A distraught bystander captured video of the killing on his phone and e-mailed it to a friend in the Netherlands. Within five minutes, the video was on YouTube and Facebook -- and became international news.

Mitchell says our news increasingly will be shaped by a similar process, one that begins with an event and is characterized by the collective sharing and enhancing of information. The process "provides lots of opportunities for journalists and non-journalists alike to assess what a story needs next, figure out what he or she is best equipped to contribute, and move the story along."

In Soltani's story, he identifies seven elements of this kind of storytelling, some more in need of professional journalism skills and values than others. Their common thread is the importance of collaboration.

* Documentation: Two cell phone videos captured the crucial moments after Soltani was shot Saturday evening, including the frantic efforts to save her. The low resolution of the videos and chaotic movement of the cell phone cameras did not get in the way of telling this critical part of the story, Mitchell points out.

* Context: The videos left many questions unanswered. But Soltani's fiance provided some context in an interview broadcast by Aljazeera, describing her views on recent events in Iran and explaining why she happened to be on that street corner.

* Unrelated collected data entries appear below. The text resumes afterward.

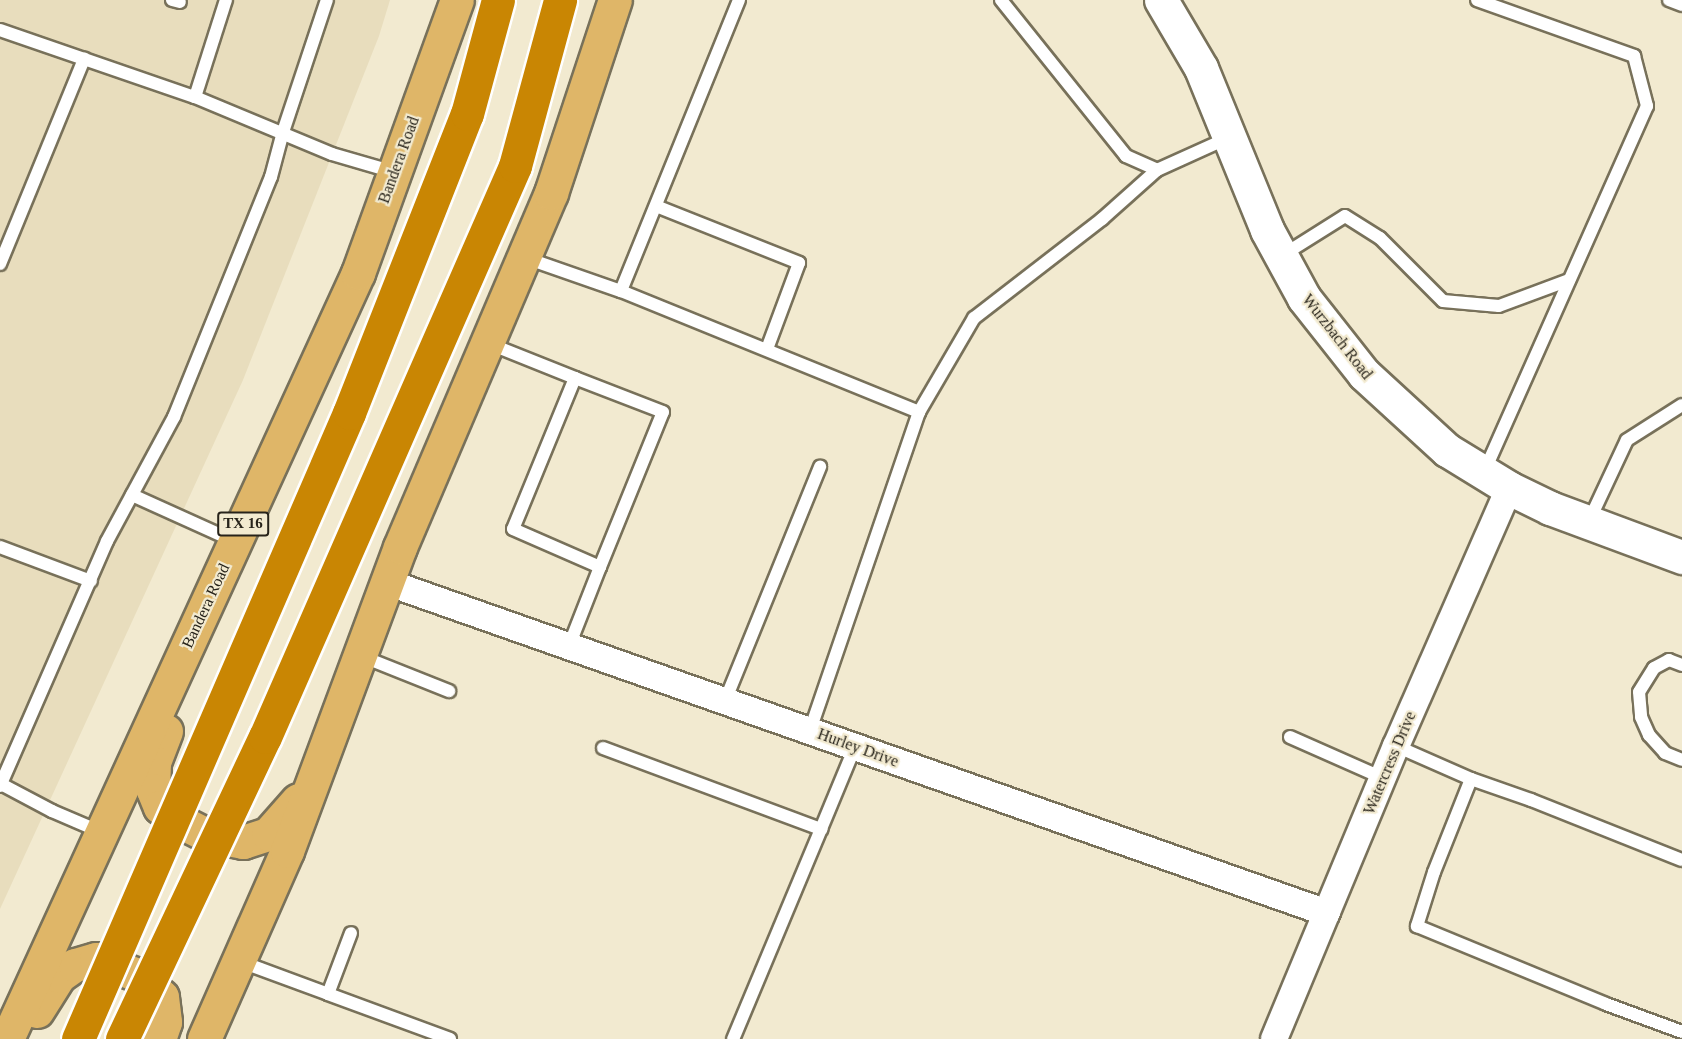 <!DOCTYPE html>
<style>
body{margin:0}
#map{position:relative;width:1682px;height:1039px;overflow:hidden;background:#f2ead0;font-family:"Times New Roman",serif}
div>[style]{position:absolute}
.built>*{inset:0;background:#e8ddbd}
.roads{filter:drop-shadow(2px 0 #78715a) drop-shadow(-2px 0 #78715a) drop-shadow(0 2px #78715a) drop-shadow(0 -2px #78715a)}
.service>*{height:12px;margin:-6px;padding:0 6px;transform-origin:6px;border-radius:6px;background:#fff}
.minor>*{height:26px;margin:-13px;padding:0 13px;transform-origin:13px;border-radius:13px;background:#fff}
.secondary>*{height:33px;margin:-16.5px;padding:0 16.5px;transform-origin:16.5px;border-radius:16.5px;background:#fff}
.primary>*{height:33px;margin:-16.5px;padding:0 16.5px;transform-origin:16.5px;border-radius:16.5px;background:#dfb668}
.bridges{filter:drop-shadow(2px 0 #fff) drop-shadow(-2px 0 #fff) drop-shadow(0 2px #fff) drop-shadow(0 -2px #fff)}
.motorway-bridge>*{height:33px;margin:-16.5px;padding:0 16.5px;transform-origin:16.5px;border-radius:16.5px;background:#c98603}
span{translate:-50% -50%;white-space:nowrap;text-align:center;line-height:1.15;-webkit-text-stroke:4.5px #f2ead0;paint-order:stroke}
.shield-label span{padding:2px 4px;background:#f2ead0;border:2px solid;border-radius:4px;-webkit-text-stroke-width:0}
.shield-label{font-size:15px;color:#27231a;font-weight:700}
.street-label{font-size:16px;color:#27231a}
</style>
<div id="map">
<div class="built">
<i style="clip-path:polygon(0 0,390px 0,379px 36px,243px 380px,0 909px)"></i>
</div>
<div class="roads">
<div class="service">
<i style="left:172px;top:0;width:8px;rotate:14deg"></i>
<i style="left:739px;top:0;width:314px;rotate:112.1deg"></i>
<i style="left:621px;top:291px;width:322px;rotate:22.1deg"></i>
<i style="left:919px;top:412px;width:337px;rotate:108.9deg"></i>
<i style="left:1001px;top:0;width:200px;rotate:51.3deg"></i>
<i style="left:1126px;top:156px;width:34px;rotate:24deg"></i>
<i style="left:1157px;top:170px;width:78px;rotate:-24.3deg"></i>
<i style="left:1477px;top:0;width:167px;rotate:19.6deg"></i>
<i style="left:1634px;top:56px;width:52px;rotate:75.4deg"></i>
<i style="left:1647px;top:106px;width:401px;rotate:114deg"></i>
<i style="left:1669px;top:0;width:14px;rotate:21deg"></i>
<i style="left:0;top:30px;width:206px;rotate:19deg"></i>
<i style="left:195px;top:97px;width:148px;rotate:22.6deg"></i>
<i style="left:332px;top:154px;width:65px;rotate:16.2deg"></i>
<i style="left:195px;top:97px;width:102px;rotate:-72.3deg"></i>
<i style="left:656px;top:206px;width:154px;rotate:21.7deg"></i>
<i style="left:799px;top:263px;width:92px;rotate:110.4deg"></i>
<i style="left:1283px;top:255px;width:73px;rotate:-32.2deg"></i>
<i style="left:1345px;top:216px;width:41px;rotate:32.2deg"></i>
<i style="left:1380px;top:238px;width:89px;rotate:45deg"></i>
<i style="left:1443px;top:301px;width:56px;rotate:5.1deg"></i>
<i style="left:1499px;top:306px;width:75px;rotate:-20.4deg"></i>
<i style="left:526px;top:258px;width:101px;rotate:19.2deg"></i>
<i style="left:0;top:264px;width:222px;rotate:-67.7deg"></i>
<i style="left:490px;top:344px;width:92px;rotate:21.8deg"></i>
<i style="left:919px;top:412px;width:109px;rotate:-59.7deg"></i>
<i style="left:974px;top:318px;width:162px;rotate:-37.7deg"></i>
<i style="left:1102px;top:219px;width:74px;rotate:-41.7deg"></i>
<i style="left:132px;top:495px;width:112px;rotate:24.3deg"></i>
<i style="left:1589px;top:521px;width:89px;rotate:-64.9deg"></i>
<i style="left:1627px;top:440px;width:65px;rotate:-32.5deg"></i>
<i style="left:0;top:547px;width:97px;rotate:20.5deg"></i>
<i style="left:569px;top:646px;width:85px;rotate:-68.6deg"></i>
<i style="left:600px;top:567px;width:167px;rotate:-67.9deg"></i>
<i style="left:663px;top:412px;width:94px;rotate:-158.9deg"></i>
<i style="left:575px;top:378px;width:163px;rotate:112.3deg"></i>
<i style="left:513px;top:529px;width:95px;rotate:23.6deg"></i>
<i style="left:361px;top:656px;width:95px;rotate:21.7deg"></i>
<i style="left:1682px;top:665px;width:14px;rotate:-159deg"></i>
<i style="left:1669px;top:660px;width:17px;rotate:152deg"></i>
<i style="left:1654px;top:668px;width:28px;rotate:122deg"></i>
<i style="left:1639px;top:692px;width:25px;rotate:85deg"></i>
<i style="left:1641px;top:717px;width:20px;rotate:66deg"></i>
<i style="left:1649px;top:735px;width:24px;rotate:48deg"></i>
<i style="left:1665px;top:753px;width:18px;rotate:22deg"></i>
<i style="left:725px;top:701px;width:253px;rotate:-67.9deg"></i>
<i style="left:1290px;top:737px;width:102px;rotate:23.8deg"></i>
<i style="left:1396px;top:746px;width:82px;rotate:23.7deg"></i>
<i style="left:1471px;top:779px;width:64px;rotate:19.3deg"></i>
<i style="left:1531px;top:800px;width:162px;rotate:21.7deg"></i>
<i style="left:603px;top:748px;width:233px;rotate:20.4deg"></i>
<i style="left:821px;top:829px;width:228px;rotate:112.7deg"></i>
<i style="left:1471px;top:779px;width:100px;rotate:111.7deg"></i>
<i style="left:1434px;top:872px;width:57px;rotate:107.5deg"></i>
<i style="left:1417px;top:926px;width:204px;rotate:22.4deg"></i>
<i style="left:1606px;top:1004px;width:81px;rotate:20.2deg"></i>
<i style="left:1px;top:784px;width:58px;rotate:27.9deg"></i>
<i style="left:52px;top:811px;width:53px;rotate:23.2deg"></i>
<i style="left:0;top:786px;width:267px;rotate:-66.4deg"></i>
<i style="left:107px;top:541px;width:141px;rotate:-61.6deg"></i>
<i style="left:174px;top:417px;width:259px;rotate:-68deg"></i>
<i style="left:271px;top:177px;width:47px;rotate:-75.1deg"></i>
<i style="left:283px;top:132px;width:139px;rotate:-71.6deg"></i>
<i style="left:821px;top:829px;width:89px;rotate:-67.5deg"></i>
<i style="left:239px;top:961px;width:95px;rotate:20.3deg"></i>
<i style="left:328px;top:994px;width:65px;rotate:-69.3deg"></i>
<i style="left:328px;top:994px;width:130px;rotate:20.2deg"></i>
</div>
<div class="minor">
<i style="left:389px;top:583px;width:994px;rotate:19.38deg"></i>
<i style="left:1274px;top:1039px;width:317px;rotate:-67.4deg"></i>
<i style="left:1396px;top:746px;width:282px;rotate:-66.3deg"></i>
</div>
<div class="secondary">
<i style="left:1161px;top:0;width:79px;rotate:59.5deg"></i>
<i style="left:1201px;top:68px;width:175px;rotate:67.8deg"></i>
<i style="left:1267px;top:230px;width:77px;rotate:61.4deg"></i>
<i style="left:1304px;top:298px;width:97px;rotate:51.7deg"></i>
<i style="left:1364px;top:374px;width:113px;rotate:42.5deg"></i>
<i style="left:1447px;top:450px;width:73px;rotate:31.5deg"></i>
<i style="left:1509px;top:488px;width:46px;rotate:26deg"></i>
<i style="left:1550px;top:508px;width:141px;rotate:20.4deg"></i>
</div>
<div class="primary">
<i style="left:166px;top:731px;width:33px;rotate:111deg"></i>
<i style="left:154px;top:762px;width:28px;rotate:92deg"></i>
<i style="left:153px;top:790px;width:18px;rotate:68deg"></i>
<i style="left:160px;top:807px;width:28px;rotate:35deg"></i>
<i style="left:183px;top:823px;width:27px;rotate:27deg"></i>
<i style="left:207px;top:835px;width:37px;rotate:11deg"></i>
<i style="left:243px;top:842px;width:26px;rotate:-18deg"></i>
<i style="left:268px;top:834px;width:45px;rotate:-48.6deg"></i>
<i style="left:37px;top:1011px;width:41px;rotate:-57.8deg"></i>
<i style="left:59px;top:976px;width:19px;rotate:-35deg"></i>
<i style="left:75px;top:965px;width:22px;rotate:-16deg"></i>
<i style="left:96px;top:959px;width:42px;rotate:21deg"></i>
<i style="left:135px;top:974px;width:35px;rotate:40deg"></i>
<i style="left:162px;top:997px;width:25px;rotate:83deg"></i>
<i style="left:165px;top:1022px;width:18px;rotate:109deg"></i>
<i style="left:7px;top:1039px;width:843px;rotate:-65.38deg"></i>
<i style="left:358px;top:273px;width:290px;rotate:-70.1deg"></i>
<i style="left:204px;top:1039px;width:206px;rotate:-66.2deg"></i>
<i style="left:287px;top:851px;width:324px;rotate:-69.6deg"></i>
<i style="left:400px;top:547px;width:385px;rotate:-66.9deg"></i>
<i style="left:551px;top:193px;width:203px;rotate:-71.7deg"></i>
</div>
</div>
<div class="bridges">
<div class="motorway-bridge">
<i style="left:78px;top:1039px;width:682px;rotate:-66.59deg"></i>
<i style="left:349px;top:413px;width:321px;rotate:-68.5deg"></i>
<i style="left:467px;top:114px;width:118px;rotate:-74.8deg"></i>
<i style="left:122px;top:1039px;width:334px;rotate:-64.7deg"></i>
<i style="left:265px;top:737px;width:623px;rotate:-66.35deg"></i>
<i style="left:515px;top:166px;width:172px;rotate:-74.8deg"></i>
</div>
</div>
<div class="shield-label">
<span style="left:243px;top:524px">TX 16</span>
</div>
<div class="street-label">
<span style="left:399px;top:160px;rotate:-70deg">Bandera Road</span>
<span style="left:1337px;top:337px;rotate:52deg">Wurzbach Road</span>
<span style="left:206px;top:606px;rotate:-65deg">Bandera Road</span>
<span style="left:858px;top:748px;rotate:20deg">Hurley Drive</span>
<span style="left:1390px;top:763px;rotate:-67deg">Watercress Drive</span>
</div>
</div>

* Transmission and Distribution: It was initially unclear how the videos made their way from the street corner to Facebook and YouTube. The Guardian filled in the details above. Other information came from The New York Times and the CBS Evening News, among others.

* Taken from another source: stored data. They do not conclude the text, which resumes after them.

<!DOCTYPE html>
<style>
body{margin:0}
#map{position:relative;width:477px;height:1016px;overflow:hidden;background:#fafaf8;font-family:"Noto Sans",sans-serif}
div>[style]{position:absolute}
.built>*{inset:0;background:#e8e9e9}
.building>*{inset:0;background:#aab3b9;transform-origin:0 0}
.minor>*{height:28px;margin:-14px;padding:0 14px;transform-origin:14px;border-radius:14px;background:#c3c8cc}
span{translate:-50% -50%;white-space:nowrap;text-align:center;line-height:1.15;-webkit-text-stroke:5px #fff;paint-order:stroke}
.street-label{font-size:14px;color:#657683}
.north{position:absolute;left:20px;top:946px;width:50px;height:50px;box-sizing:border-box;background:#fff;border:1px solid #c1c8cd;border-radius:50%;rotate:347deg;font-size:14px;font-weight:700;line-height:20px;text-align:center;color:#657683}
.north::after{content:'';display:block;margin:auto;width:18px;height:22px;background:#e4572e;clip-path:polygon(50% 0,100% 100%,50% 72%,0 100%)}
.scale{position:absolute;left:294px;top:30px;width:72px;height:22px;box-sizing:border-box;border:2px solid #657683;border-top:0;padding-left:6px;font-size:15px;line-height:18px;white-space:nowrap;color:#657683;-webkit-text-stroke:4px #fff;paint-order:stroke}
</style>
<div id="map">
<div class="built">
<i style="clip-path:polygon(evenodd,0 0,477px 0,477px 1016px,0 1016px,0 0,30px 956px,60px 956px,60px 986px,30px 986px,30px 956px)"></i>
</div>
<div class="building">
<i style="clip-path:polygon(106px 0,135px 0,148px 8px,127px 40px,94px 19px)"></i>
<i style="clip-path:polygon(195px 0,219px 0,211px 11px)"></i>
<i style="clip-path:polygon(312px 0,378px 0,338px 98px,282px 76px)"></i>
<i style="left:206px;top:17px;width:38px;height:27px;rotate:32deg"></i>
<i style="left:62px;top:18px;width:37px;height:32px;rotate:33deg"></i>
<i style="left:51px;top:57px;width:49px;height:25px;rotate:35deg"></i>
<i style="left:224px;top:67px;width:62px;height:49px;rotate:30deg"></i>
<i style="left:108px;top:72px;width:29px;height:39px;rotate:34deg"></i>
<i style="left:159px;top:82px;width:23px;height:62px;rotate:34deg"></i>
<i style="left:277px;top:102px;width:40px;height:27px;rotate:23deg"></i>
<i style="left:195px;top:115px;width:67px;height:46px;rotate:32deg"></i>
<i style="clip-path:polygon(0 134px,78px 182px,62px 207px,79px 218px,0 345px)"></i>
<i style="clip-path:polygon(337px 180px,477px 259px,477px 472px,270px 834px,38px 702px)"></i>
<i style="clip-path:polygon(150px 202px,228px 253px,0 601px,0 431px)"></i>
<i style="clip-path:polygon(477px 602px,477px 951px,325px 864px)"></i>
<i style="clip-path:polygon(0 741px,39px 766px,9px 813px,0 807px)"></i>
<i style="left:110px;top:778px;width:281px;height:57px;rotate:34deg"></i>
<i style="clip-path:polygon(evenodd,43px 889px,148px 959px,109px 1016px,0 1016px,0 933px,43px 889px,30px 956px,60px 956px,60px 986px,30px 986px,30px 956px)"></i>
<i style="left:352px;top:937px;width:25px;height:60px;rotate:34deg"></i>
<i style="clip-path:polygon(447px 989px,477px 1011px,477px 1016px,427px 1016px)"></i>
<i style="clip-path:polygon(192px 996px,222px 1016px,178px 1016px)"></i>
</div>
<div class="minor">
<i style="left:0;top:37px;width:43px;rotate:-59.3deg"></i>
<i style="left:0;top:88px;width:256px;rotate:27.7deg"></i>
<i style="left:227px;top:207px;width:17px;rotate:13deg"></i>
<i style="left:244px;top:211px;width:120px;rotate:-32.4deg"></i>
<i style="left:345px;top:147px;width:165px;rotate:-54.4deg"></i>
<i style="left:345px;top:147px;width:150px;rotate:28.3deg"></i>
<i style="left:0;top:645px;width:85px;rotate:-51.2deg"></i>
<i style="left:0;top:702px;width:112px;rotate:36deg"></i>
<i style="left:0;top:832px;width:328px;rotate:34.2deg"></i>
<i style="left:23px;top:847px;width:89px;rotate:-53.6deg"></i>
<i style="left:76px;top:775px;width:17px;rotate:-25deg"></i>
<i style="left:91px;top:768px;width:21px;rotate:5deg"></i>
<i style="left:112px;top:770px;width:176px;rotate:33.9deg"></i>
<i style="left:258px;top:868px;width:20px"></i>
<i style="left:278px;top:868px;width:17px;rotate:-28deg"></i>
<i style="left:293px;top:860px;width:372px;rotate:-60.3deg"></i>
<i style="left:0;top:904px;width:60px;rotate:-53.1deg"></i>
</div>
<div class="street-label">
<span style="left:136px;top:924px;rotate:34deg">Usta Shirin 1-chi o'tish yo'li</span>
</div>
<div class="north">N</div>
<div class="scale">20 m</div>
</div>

* Verification: Some of the initial postings about the shooting included a message from someone identifying himself as a physician who said he witnessed the shooting and tried to save her. A series of tweets and re-tweets from around the world confirmed this information and identified the doctor.

* Correction: Some of the details distributed on the day of the shooting, such as the identity of a man standing near Soltani, turned out to be wrong. Within two days, a Los Angeles Times correspondent had tracked down the man and identified him as her music teacher.

* Analysis: Mitchell says the best analysis he has seen of the significance of Soltani's death has come from journalists, particularly highlighting an essay on Time.com by Robin Wright.

* Sense-making: "It's still too early in the Neda story for anyone to be able to provide the perspective and wisdom required by this stage the process," Mitchell writes. "Who will do it best? Journalists? That physician who tried to save Neda? Historians?"

More important than the who is the what, he concludes. This tragic story "has taught us plenty about what this kind of storytelling will require -- and what it can produce."